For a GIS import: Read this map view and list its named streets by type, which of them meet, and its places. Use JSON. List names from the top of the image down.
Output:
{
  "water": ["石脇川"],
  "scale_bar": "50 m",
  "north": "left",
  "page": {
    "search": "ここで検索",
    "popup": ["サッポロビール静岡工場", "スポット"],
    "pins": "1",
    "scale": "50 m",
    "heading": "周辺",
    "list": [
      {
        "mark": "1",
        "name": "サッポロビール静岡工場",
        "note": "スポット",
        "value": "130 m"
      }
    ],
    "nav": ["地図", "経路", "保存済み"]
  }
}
───
- _YOUR ASSIGNMENT_
Please give the entries above again in full, exactly as written.

- _OUTPUT_
For a GIS import: Read this map view and list its named streets by type, which of them meet, and its places. Use JSON. List names from the top of the image down.
Output:
{
  "water": ["石脇川"],
  "scale_bar": "50 m",
  "north": "left",
  "page": {
    "search": "ここで検索",
    "popup": ["サッポロビール静岡工場", "スポット"],
    "pins": "1",
    "scale": "50 m",
    "heading": "周辺",
    "list": [
      {
        "mark": "1",
        "name": "サッポロビール静岡工場",
        "note": "スポット",
        "value": "130 m"
      }
    ],
    "nav": ["地図", "経路", "保存済み"]
  }
}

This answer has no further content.